Somatic therapist Briony Montgomery, speaking with Body+Soul, has a theory that takes a second to land. Feeling safe, truly safe, with another person can actually suppress desire. The nervous system, which spent the early months of the relationship running on adrenaline and anticipation, suddenly has nothing to scan for. “When your body is constantly scanning for what might go wrong, it’s very difficult to drop into pleasure,” she says. Take away the threat, and sometimes the charge goes with it.

Why Your Sex Drive Dies in a Long-Term Relationship, According to Science

Psychologist Taash Balakas gets at something related. For people who’ve spent years running on self-reliance, usually because dependable support was never really on offer, being cared for can feel more threatening than comforting. “Research shows that people who fear being cared for also report higher anxiety and stress,” she says. “It’s not about pride, it’s about protection.” And a nervous system running on low-grade anxiety isn’t exactly primed for getting it on.
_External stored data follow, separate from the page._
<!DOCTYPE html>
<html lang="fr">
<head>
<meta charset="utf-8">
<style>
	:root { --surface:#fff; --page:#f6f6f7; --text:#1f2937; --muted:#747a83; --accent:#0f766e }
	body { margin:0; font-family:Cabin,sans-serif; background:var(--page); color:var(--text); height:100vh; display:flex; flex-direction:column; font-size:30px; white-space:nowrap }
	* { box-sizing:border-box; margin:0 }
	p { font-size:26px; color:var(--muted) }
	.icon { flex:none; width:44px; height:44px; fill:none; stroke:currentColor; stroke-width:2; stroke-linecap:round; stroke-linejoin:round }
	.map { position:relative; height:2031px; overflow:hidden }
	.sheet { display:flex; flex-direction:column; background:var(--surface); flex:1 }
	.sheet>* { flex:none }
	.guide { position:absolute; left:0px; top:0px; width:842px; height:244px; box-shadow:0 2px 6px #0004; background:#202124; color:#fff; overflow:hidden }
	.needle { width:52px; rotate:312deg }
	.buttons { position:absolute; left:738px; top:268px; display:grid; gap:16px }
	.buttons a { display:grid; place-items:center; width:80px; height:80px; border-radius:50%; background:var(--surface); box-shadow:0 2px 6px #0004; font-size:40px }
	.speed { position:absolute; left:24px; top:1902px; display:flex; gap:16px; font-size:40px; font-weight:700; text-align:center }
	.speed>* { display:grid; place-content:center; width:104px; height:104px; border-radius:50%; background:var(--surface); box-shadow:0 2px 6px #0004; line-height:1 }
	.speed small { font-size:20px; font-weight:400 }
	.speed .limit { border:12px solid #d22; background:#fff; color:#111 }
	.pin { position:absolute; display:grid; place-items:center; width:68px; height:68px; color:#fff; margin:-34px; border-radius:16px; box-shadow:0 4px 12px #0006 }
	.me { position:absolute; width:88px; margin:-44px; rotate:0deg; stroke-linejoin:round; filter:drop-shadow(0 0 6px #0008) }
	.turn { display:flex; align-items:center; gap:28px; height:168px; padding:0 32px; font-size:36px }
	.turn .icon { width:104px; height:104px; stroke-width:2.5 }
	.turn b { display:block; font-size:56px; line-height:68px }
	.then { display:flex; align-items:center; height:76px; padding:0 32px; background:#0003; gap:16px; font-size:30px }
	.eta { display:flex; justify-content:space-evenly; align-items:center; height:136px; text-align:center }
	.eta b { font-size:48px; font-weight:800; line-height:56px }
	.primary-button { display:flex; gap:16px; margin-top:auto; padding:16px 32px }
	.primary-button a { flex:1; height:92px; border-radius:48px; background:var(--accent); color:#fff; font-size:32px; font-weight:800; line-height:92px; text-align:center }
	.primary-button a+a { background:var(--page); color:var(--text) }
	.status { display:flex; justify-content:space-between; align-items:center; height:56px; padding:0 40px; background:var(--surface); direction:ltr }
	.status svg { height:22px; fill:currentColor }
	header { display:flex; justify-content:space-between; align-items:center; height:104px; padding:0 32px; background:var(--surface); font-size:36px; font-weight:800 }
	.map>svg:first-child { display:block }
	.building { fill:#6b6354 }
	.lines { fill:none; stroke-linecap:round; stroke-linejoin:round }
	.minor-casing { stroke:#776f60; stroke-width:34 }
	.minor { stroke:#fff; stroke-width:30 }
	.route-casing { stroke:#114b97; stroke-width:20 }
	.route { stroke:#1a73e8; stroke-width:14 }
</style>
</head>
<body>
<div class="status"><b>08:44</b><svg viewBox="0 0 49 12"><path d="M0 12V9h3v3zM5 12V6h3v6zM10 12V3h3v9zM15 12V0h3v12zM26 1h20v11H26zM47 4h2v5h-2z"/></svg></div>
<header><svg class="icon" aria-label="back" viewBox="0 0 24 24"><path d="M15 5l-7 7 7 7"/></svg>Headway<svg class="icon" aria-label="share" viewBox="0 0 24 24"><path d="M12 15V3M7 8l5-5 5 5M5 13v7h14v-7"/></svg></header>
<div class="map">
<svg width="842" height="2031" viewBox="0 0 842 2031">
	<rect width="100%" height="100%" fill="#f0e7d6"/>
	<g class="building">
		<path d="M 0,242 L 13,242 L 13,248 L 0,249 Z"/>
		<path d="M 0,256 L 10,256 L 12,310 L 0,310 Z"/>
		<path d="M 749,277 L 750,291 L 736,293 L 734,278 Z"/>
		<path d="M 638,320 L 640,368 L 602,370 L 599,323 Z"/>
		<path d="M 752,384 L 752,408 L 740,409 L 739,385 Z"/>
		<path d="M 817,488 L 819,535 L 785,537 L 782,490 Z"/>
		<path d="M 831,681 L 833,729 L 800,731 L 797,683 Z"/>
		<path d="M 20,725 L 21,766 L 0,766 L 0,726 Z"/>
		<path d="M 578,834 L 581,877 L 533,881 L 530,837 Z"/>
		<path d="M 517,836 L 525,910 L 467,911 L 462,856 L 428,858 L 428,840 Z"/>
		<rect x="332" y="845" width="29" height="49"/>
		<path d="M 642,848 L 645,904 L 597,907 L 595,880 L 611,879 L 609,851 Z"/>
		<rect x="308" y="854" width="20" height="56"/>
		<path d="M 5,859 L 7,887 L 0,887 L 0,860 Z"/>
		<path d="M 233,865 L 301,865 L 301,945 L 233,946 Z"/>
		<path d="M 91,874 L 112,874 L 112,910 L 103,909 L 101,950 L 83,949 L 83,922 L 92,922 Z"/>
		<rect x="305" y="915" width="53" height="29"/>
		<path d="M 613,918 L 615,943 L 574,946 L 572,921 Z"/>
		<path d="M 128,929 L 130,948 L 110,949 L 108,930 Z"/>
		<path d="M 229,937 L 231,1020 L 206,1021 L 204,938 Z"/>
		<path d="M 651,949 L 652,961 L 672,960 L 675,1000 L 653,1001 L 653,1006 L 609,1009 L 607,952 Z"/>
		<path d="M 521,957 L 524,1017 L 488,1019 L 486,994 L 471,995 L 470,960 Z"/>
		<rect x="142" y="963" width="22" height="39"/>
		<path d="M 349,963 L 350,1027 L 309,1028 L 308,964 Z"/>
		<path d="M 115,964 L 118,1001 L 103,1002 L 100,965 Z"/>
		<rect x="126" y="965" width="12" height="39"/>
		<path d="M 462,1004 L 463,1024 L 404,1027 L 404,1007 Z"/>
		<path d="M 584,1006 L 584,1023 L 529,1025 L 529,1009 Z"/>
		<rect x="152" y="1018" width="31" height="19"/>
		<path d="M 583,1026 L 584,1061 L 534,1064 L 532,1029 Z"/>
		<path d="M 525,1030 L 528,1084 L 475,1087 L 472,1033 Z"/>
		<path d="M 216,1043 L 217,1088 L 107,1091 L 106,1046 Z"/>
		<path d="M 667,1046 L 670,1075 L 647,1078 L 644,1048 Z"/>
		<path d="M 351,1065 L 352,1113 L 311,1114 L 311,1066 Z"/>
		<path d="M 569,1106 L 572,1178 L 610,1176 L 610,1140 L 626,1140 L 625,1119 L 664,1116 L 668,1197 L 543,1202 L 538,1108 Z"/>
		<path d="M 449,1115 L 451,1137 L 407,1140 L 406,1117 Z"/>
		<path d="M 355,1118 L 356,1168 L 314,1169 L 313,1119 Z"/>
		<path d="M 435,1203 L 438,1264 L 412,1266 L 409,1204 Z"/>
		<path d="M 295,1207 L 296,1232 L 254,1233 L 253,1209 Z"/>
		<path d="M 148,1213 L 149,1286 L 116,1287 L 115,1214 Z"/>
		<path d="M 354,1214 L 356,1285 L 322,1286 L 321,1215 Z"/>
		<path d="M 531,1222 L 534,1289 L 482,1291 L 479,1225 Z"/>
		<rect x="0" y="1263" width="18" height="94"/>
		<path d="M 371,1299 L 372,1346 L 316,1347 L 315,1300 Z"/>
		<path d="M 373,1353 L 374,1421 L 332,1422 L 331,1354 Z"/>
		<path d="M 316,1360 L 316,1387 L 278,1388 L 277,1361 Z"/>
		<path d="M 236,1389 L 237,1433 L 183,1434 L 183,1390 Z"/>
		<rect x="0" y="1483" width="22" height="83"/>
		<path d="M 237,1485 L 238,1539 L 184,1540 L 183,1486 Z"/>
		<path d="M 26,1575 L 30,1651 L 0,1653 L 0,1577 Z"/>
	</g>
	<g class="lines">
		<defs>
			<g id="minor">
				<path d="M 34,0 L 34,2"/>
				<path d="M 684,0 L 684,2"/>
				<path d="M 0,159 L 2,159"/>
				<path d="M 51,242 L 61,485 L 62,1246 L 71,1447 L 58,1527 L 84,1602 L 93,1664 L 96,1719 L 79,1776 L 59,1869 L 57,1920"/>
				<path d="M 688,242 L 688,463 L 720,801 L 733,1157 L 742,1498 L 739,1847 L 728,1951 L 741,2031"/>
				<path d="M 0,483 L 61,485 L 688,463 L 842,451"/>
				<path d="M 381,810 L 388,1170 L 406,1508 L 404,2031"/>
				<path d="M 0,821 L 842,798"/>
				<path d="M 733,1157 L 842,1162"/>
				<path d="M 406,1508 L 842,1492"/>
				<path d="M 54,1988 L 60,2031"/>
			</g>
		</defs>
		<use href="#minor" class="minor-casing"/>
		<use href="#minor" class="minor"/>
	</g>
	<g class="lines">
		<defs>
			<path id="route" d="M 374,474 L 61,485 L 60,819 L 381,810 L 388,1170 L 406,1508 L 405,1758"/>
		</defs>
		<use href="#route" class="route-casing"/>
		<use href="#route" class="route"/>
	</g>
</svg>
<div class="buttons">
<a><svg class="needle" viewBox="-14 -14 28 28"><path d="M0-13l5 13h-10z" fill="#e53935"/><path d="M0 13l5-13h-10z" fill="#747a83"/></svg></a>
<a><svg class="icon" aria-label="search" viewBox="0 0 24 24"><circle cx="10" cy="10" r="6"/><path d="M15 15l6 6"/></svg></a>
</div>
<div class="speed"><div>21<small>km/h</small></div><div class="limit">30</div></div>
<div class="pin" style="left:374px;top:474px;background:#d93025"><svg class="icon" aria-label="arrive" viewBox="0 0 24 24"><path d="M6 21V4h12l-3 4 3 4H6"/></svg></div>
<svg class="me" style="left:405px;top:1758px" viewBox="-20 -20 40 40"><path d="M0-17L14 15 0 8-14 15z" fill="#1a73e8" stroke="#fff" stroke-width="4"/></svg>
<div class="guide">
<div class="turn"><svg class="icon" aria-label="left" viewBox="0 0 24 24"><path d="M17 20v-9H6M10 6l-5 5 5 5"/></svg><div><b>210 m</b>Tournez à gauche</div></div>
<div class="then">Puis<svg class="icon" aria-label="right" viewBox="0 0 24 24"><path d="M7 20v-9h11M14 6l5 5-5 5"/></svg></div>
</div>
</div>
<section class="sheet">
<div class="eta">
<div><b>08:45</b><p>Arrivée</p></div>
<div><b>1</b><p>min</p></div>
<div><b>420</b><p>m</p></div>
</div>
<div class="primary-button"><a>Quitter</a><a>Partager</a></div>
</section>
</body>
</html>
Losing someone you’ve been seeing for two months is painful. Losing someone whose name is on your lease, who knows your family, who you’ve built an entire daily life around, is something else. The body treats those two scenarios very differently, and desire gets caught in that gap.

Balakas has a prescription, and it’s deceptively simple. “Softening doesn’t mean losing your independence,” she says. “It means allowing yourself to experience care without assuming it will disappear.” Anyone who’s spent years bracing for abandonment knows how much work is hiding inside those two sentences. And for many people, letting someone take care of them turns out to be far more exposing than anything that happened in the early months.